Maria Sideri, RUNONART / Efi Spyrou – Rhizotomikon, Identity in Between – 6:48, 2021
‘…The experimentation and exploration of the relationship between man and nature are the key elements in Maria Sideris’ performance Rhizhotomikon, in which she personifies the plant mandrake, referring to its multifaceted identity. “I am broadening the debate around identity and gender, for something that is not two, but multiple. By resembling the mandrake with my own body, I am interested in understanding the Other. How much space do you actually leave open for something you do not know, in order to understand it, to manage it, to respect it, and finally to coexist with it?” she mentions, broadening […] the wide field of discourse, of revisions and new narratives about the polyphonic conceptual depth of the term “identity”. Words by Charis Kanellopoulou, Art historian.
Confluenze / Anja Dimitrijević – Intertidal.Barene, 14:50, 2021
The Venice lagoon is a dynamic ecosystem that experiences a daily struggle for survival.
The entire territory is connected and protected by intertidal zones whose sandbanks mark the centennial morphological change. The salt marshes are small islands subject to their own indigenous identity that live a reality in continuous adaptation. Governed by their natural laws, these islands are also protected and neutral places; detached from the world, they appear to us as cells or, paradoxically, as static rafts.

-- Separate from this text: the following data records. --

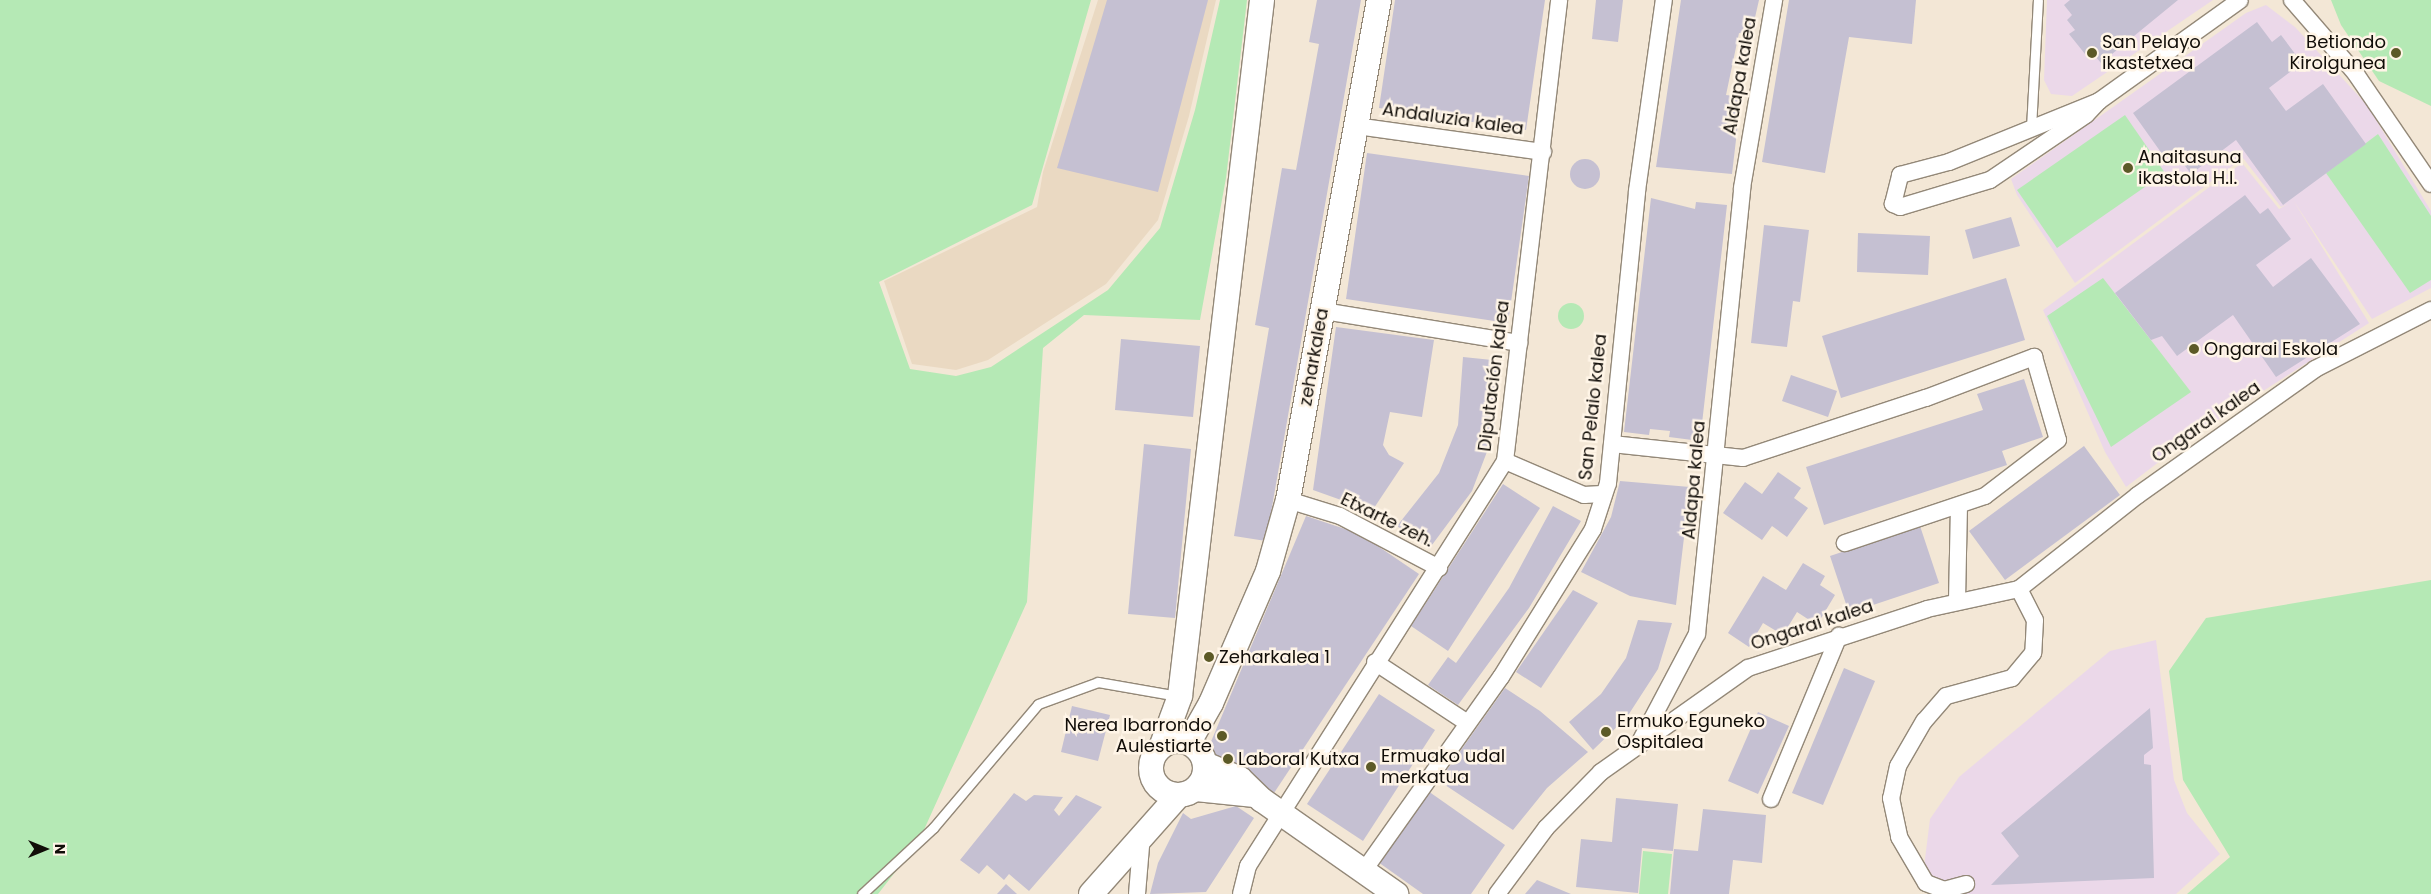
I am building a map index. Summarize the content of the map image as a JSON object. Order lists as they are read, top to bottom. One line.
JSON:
{"streets":{"street":["Aldapa kalea","Andaluzia kalea","zeharkalea","Diputación kalea","San Pelaio kalea","Ongarai kalea","Etxarte zeh."]},"crossings":[["Aldapa kalea","Ongarai kalea"],["Andaluzia kalea","zeharkalea"],["Andaluzia kalea","Diputación kalea"],["zeharkalea","Etxarte zeh."],["Diputación kalea","Etxarte zeh."]],"places":["San Pelayo ikastetxea","Betiondo Kirolgunea","Anaitasuna ikastola H.I.","Ongarai Eskola","Zeharkalea 1","Ermuko Eguneko Ospitalea","Nerea Ibarrondo Aulestiarte","Laboral Kutxa","Ermuako udal merkatua"],"north":"right"}
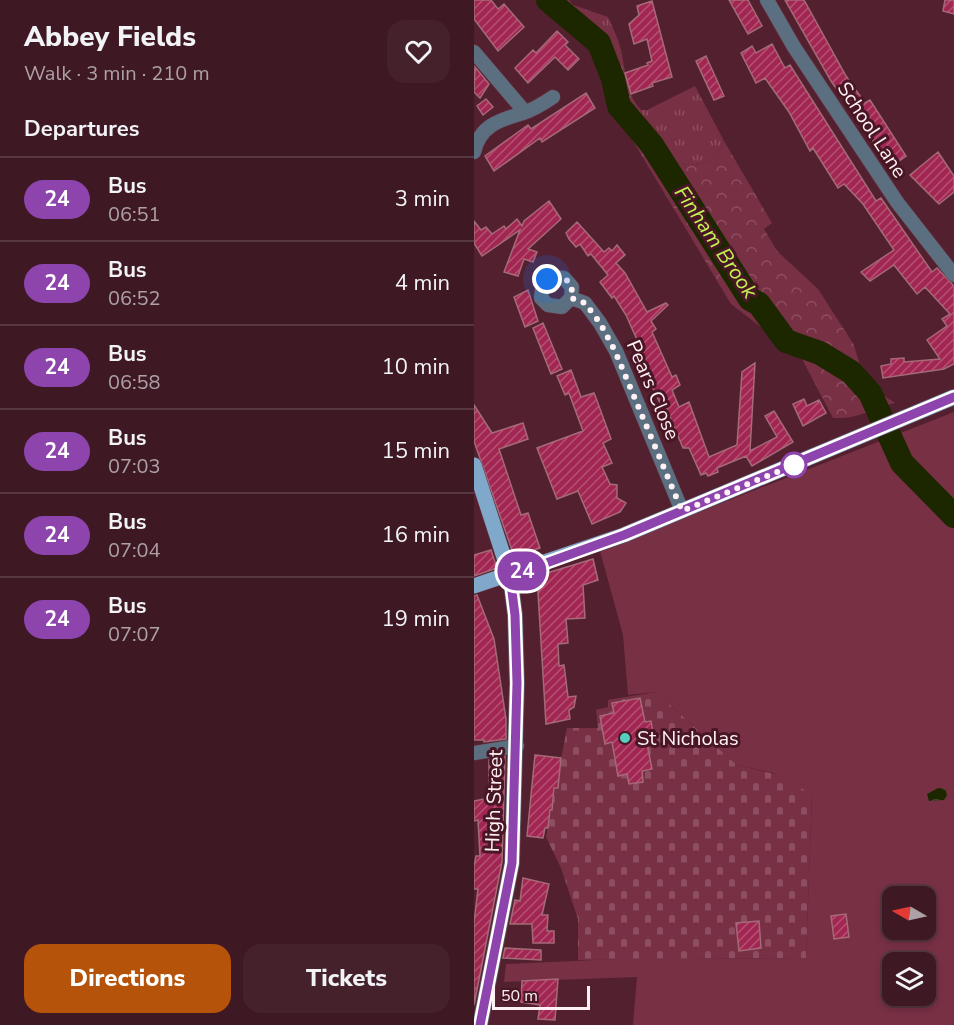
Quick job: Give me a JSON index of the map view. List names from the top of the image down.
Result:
{
  "streets": {
    "street": ["School Lane", "Pears Close", "High Street"]
  },
  "water": ["Finham Brook"],
  "places": ["St Nicholas"],
  "lines": ["bus line 24"],
  "scale_bar": "50 m",
  "north": "left",
  "page": {
    "heading": [
      ["Abbey Fields", "Walk · 3 min · 210 m"],
      "Departures"
    ],
    "on_map": "24",
    "list": [
      {
        "mark": "24",
        "name": "Bus",
        "note": "06:51",
        "value": "3 min"
      },
      {
        "mark": "24",
        "name": "Bus",
        "note": "06:52",
        "value": "4 min"
      },
      {
        "mark": "24",
        "name": "Bus",
        "note": "06:58",
        "value": "10 min"
      },
      {
        "mark": "24",
        "name": "Bus",
        "note": "07:03",
        "value": "15 min"
      },
      {
        "mark": "24",
        "name": "Bus",
        "note": "07:04",
        "value": "16 min"
      },
      {
        "mark": "24",
        "name": "Bus",
        "note": "07:07",
        "value": "19 min"
      }
    ],
    "buttons": ["Directions", "Tickets"],
    "scale": "50 m"
  }
}
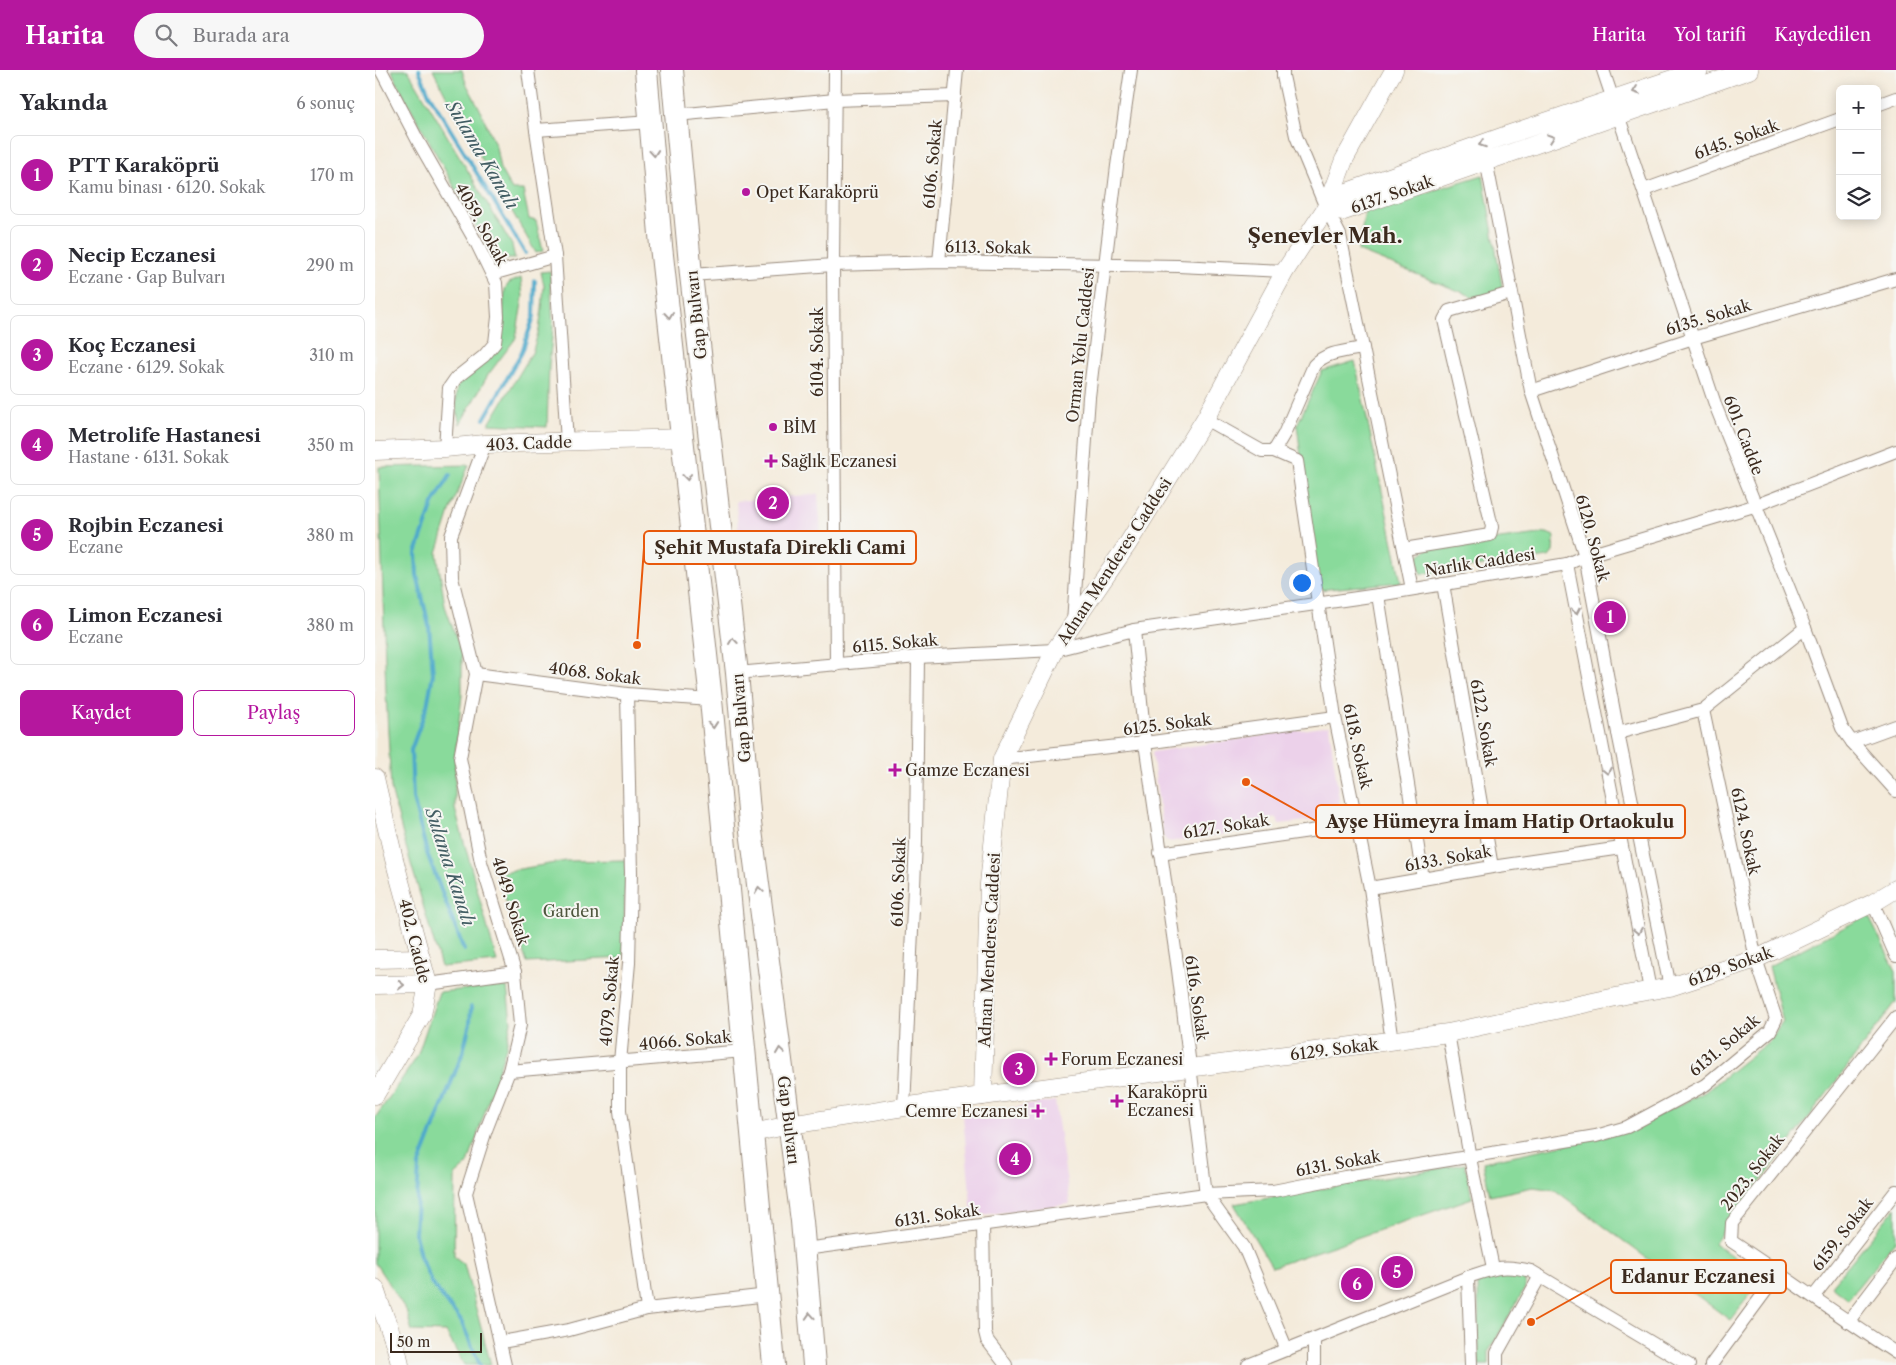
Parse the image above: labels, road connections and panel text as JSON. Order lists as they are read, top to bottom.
{
  "streets": {
    "highway": ["Gap Bulvarı"],
    "street": [
      "6145. Sokak",
      "6106. Sokak",
      "6137. Sokak",
      "4059. Sokak",
      "6113. Sokak",
      "6135. Sokak",
      "Orman Yolu Caddesi",
      "6104. Sokak",
      "601. Cadde",
      "403. Cadde",
      "6120. Sokak",
      "Adnan Menderes Caddesi",
      "Narlık Caddesi",
      "6115. Sokak",
      "4068. Sokak",
      "6122. Sokak",
      "6125. Sokak",
      "6118. Sokak",
      "6127. Sokak",
      "6124. Sokak",
      "6133. Sokak",
      "4049. Sokak",
      "402. Cadde",
      "6129. Sokak",
      "6116. Sokak",
      "4079. Sokak",
      "4066. Sokak",
      "6131. Sokak",
      "2023. Sokak",
      "6159. Sokak"
    ]
  },
  "crossings": [
    ["6145. Sokak", "601. Cadde"],
    ["6106. Sokak", "6113. Sokak"],
    ["6106. Sokak", "6115. Sokak"],
    ["6106. Sokak", "6129. Sokak"],
    ["6137. Sokak", "601. Cadde"],
    ["6137. Sokak", "6120. Sokak"],
    ["6137. Sokak", "Adnan Menderes Caddesi"],
    ["4059. Sokak", "403. Cadde"],
    ["6113. Sokak", "Gap Bulvarı"],
    ["6113. Sokak", "Orman Yolu Caddesi"],
    ["6113. Sokak", "6104. Sokak"],
    ["6113. Sokak", "Adnan Menderes Caddesi"],
    ["Gap Bulvarı", "403. Cadde"],
    ["Gap Bulvarı", "6115. Sokak"],
    ["Gap Bulvarı", "4068. Sokak"],
    ["Gap Bulvarı", "6129. Sokak"],
    ["Gap Bulvarı", "4066. Sokak"],
    ["Gap Bulvarı", "6131. Sokak"],
    ["6135. Sokak", "601. Cadde"],
    ["6135. Sokak", "6120. Sokak"],
    ["Orman Yolu Caddesi", "Adnan Menderes Caddesi"],
    ["6104. Sokak", "6115. Sokak"],
    ["601. Cadde", "Narlık Caddesi"],
    ["403. Cadde", "4049. Sokak"],
    ["6120. Sokak", "Narlık Caddesi"],
    ["6120. Sokak", "6129. Sokak"],
    ["Adnan Menderes Caddesi", "Narlık Caddesi"],
    ["Adnan Menderes Caddesi", "6115. Sokak"],
    ["Adnan Menderes Caddesi", "6125. Sokak"],
    ["Adnan Menderes Caddesi", "6129. Sokak"],
    ["Narlık Caddesi", "6115. Sokak"],
    ["Narlık Caddesi", "6122. Sokak"],
    ["Narlık Caddesi", "6118. Sokak"],
    ["Narlık Caddesi", "6116. Sokak"],
    ["4068. Sokak", "4049. Sokak"],
    ["4068. Sokak", "4079. Sokak"],
    ["6122. Sokak", "6133. Sokak"],
    ["6125. Sokak", "6118. Sokak"],
    ["6125. Sokak", "6116. Sokak"],
    ["6118. Sokak", "6127. Sokak"],
    ["6118. Sokak", "6133. Sokak"],
    ["6118. Sokak", "6129. Sokak"],
    ["6127. Sokak", "6116. Sokak"],
    ["6124. Sokak", "6129. Sokak"],
    ["6124. Sokak", "6131. Sokak"],
    ["4049. Sokak", "4066. Sokak"],
    ["6129. Sokak", "6116. Sokak"],
    ["6129. Sokak", "6131. Sokak"],
    ["6116. Sokak", "6131. Sokak"],
    ["4079. Sokak", "4066. Sokak"],
    ["2023. Sokak", "6159. Sokak"]
  ],
  "districts": ["Şenevler Mah."],
  "water": ["Sulama Kanalı"],
  "parks": ["Garden"],
  "places": {
    "other": [
      "Opet Karaköprü",
      "BİM",
      "Şehit Mustafa Direkli Cami",
      "Ayşe Hümeyra İmam Hatip Ortaokulu",
      "Edanur Eczanesi"
    ],
    "health": [
      "Sağlık Eczanesi",
      "Gamze Eczanesi",
      "Forum Eczanesi",
      "Karaköprü Eczanesi",
      "Cemre Eczanesi"
    ]
  },
  "scale_bar": "50 m",
  "page": {
    "header": "Harita",
    "search": "Burada ara",
    "nav": ["Harita", "Yol tarifi", "Kaydedilen"],
    "heading": ["Yakında", "6 sonuç"],
    "map_buttons": ["+", "−"],
    "list": [
      {
        "mark": "1",
        "name": "PTT Karaköprü",
        "note": "Kamu binası · 6120. Sokak",
        "value": "170 m"
      },
      {
        "mark": "2",
        "name": "Necip Eczanesi",
        "note": "Eczane · Gap Bulvarı",
        "value": "290 m"
      },
      {
        "mark": "3",
        "name": "Koç Eczanesi",
        "note": "Eczane · 6129. Sokak",
        "value": "310 m"
      },
      {
        "mark": "4",
        "name": "Metrolife Hastanesi",
        "note": "Hastane · 6131. Sokak",
        "value": "350 m"
      },
      {
        "mark": "5",
        "name": "Rojbin Eczanesi",
        "note": "Eczane",
        "value": "380 m"
      },
      {
        "mark": "6",
        "name": "Limon Eczanesi",
        "note": "Eczane",
        "value": "380 m"
      }
    ],
    "pins": [
      "2",
      "1",
      "3",
      "4",
      "5",
      "6"
    ],
    "buttons": ["Kaydet", "Paylaş"],
    "scale": "50 m"
  }
}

Douglas Rosenberg – Monumental Gesture, 8:00, 2022
For this project, I was thinking about the idea of “heroes”, about care-givers and teachers and those who have supported the community in which this work will be displayed. Who gets to be on public view, whose image do we think of when we think about who values, whose life matters? In each performer, we find a corporeal landscape where the smallest gestures become monumental, thus we could say that such gestures become elevated and begin to “speak” in ways not necessarily noticed in our everyday life. We begin to see the intimacy in that which is ordinary or quotidian. We see the humanity of the individual in epic scale, speaking back to other monuments that often diminish those in whose communities they are located.
Thanks to the artists participating in this project and to Elisa Frasson for the help with the curatorial process.
Davide De Lillis studied theatre and contemporary dance in Italy and holds an MA in Choreographing Live Art from the University of Lincoln (UK).